Keywords: Syphilis, congenital syphilis, epidemiology, prevention, surveillance, men who have sex with men


In 2012, syphilis in the United States reached a 13-year high (in adults) and an all-time low (in newborns).1 Case reports of primary and secondary (P&S) syphilis in adults have increased every year between 2000 and 2012, from 5,979 to 15,667. At the same time, congenital syphilis reports decreased from 580 to 322, the lowest number of reported cases since the case definition was changed in 1988. The divergent trends in adult and congenital syphilis exemplify the complex epidemiology of syphilis in the United States.

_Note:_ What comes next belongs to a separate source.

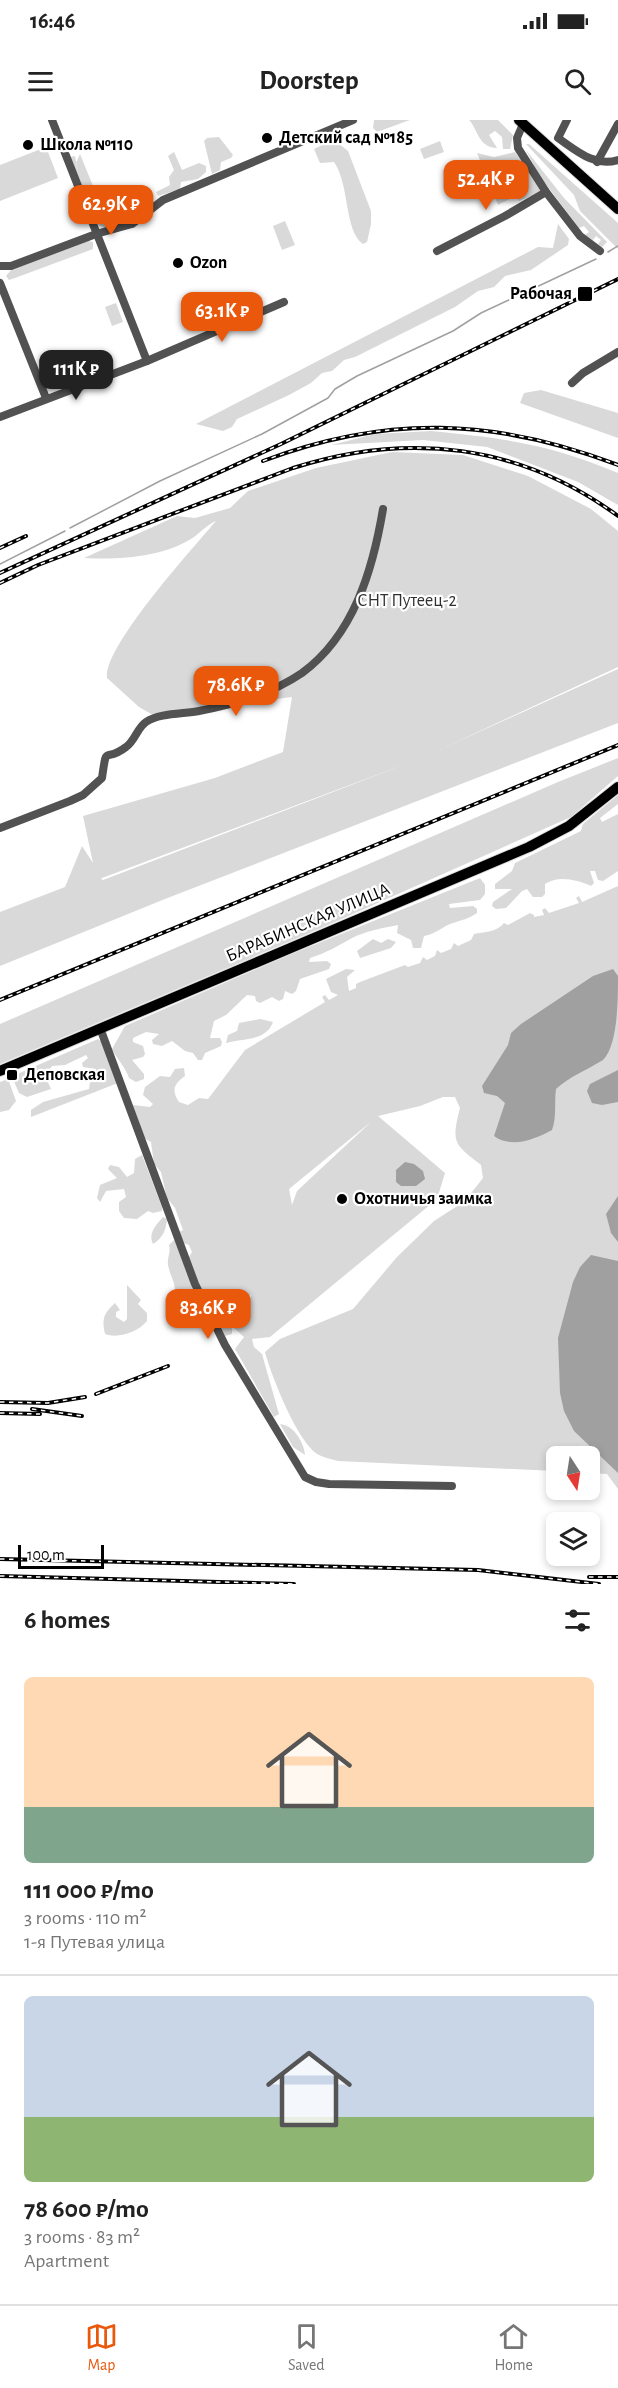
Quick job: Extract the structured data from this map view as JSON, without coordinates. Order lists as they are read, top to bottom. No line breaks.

Syphilis trends are often quite different in population subgroups. Rates of P&S syphilis were rising among men who have sex with men (MSM) even before the syphilis elimination plan was drafted in 1999,2 but trends among MSM were difficult to detect because they were hidden by continuing decreases in rates among heterosexuals.3 Syphilis case report data at the national level did not include sex-of-sex-partner information until 2005 and that variable is still incompletely reported from some areas. Ironically, trends in syphilis among heterosexuals are now easily missed because they are hidden by the very large number of cases occurring among MSM. Increases in syphilis among women are important because they are followed by increases in congenital syphilis. Local trends can be hidden when data from all areas of the country are combined in one summary trend. Small areas can have big outbreaks that are obscured in national data because trends are dominated by numbers from large cities. Obscured outbreaks are a problem because diagnosing, treating, and preventing syphilis involve decisions based on the local epidemiology.4

In this paper we examine trends in P&S syphilis in key subgroups. We estimate trends among MSM since 1963 using an approach based on the male:female rate ratio.5 We look at trends since 2003 among women, and the relationship of trends in women to trends in congenital syphilis. Finally, we look at county level data to see how national and county trends differ. These findings, and a review of the literature, help inform priorities for syphilis control efforts.

Methods

We analyzed P&S syphilis case data reported to CDC during 1963–2013, and congenital syphilis case data reported during 1995–2012. Reports have included sex of cases since 1963, and both sex and age of cases since 1983. County of residence of cases has been available since 2003. We also reviewed the literature on syphilis epidemiology in the United States using the PubMed search terms “syphilis United States,” focusing on reports from the past 10 years and on reports from the 1969–1982 syphilis epidemic among MSM.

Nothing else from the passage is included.